Scams without end

Retired bureaucrat, Javid Chowdhury’s book makes damning revelations about how the much vaunted new economic policies created an enabling environment for financial scams

Sanjay Kapoor Delhi 

In 1991, the Central Bureau of investigation (CBI) while investigating the funding of Kashmiri militants came across a diary detailing pay-offs to the country’s political and bureaucratic elite. The list of beneficiaries was “politically neutral” and had a fair sprinkling of both ruling party and opposition leaders. Many bureaucrats, too, embellished the list by their presence. For quite a while the diary was buried deep in the vaults of the CBI till media expose followed by public interest litigation forced the Supreme Court to oversee the supervision of the probe by investigating agencies. Known as the Jain Hawala scandal, the case defined the way the courts and investigating agencies like CBI and Envorcement Directorate (ED) countenance scandals involving people in high places. Despite the courts providing immunity to CBI and ED from political interference, this high profile case came to grief due to the manner in which it was investigated.  

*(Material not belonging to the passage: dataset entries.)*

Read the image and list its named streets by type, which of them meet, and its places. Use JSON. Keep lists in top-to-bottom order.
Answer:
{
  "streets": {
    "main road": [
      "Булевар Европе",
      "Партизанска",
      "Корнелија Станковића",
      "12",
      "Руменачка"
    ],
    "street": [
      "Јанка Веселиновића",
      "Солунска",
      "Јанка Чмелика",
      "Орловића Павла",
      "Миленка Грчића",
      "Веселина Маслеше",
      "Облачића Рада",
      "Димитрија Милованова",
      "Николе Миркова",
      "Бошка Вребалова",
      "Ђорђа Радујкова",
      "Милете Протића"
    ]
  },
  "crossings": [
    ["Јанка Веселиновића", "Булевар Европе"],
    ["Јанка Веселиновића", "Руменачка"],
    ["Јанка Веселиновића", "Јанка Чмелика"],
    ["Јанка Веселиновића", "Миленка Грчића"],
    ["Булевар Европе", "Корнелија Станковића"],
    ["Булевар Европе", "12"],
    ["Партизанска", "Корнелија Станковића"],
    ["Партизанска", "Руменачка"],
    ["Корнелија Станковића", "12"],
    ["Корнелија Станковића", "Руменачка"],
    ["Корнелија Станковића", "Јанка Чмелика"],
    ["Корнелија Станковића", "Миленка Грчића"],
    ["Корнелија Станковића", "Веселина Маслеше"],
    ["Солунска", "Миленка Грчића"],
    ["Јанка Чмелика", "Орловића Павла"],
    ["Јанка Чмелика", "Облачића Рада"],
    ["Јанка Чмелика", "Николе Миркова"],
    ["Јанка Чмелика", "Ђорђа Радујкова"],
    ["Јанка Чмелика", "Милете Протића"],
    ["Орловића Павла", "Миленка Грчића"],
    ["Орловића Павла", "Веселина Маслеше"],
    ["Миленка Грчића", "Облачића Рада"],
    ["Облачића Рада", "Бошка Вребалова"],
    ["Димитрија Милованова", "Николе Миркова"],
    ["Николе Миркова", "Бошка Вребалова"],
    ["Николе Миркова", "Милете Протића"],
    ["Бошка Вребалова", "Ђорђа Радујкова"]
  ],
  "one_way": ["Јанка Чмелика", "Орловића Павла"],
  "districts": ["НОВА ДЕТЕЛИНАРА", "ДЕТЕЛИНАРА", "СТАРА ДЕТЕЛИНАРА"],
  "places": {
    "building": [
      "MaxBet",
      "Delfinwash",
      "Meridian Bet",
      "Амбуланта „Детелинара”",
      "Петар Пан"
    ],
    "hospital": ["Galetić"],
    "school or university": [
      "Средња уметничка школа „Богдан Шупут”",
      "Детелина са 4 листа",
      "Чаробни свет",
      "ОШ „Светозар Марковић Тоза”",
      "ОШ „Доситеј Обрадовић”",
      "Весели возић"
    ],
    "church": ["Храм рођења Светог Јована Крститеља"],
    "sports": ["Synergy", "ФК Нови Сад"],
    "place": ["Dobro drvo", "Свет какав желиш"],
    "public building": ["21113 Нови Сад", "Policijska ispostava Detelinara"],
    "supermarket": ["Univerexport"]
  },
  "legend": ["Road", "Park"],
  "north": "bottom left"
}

Javid Chowdhury was the Director of Enforcement who probed the Jain Hawala case and saw how the case was subverted from within. In his extremely explosive first book, colorlessly titled as “ The Insider’s view- memoirs of a public servant”, Chowdhury cites instances where investigating officials worked hard to dilute the case. The Prevention of Corruption (PC) act needed a creative interpretation it to slap it on those who were not public servants. Chowdhury writes “It is beyond my comprehension why the CBI pursued these cases as one under the Prevention of Corruption Act. There was a cut and dried case of violations under the Foreign Exchange Regulation Act.”  FERA had stringent provision and the onus of proving innocence rest on the accused. If they had been booked under FERA, many of the top politicians and bureaucrats would have been put behind bars for long years as some of them like late Rajesh Pilot and Devi Lal had admitted to the media about accepting funds from Jains. Despite all the noise, there were no convictions in the case. 

Hawala was not the only scam that Chowdhury investigated. It seems at the time he was in revenue ministry, financial scandals were breaking out all around him. Neo-liberal economic policies initiated by the government of P V Narasimha Rao and fathered by Manmohan Singh saw the government on the retreat allowing stock market bandicoots and country’s amoral private sector to find ways to earn whopping windfall gains. In 1992, the country was hit by a securities scam when some stock market brokers in connivance with bankers and public sector managers illegally began to use public sector funds to bloat the market and enlarge their profit. Manmohan Singh who was then the Finance Minister had famously said that he would not lose sleep over the rise and fall of the stock market. Chowdhury also finds other economic managers of his government displaying cavalier attitude towards the scandals. Montek Singh Ahluwalia, who has been a powerful voice in Manmohan Singh’s regime, comes up short on his estimation. What comes through in the book is how a section of the government was complicit in many of the scams that took place in those days and subsequently.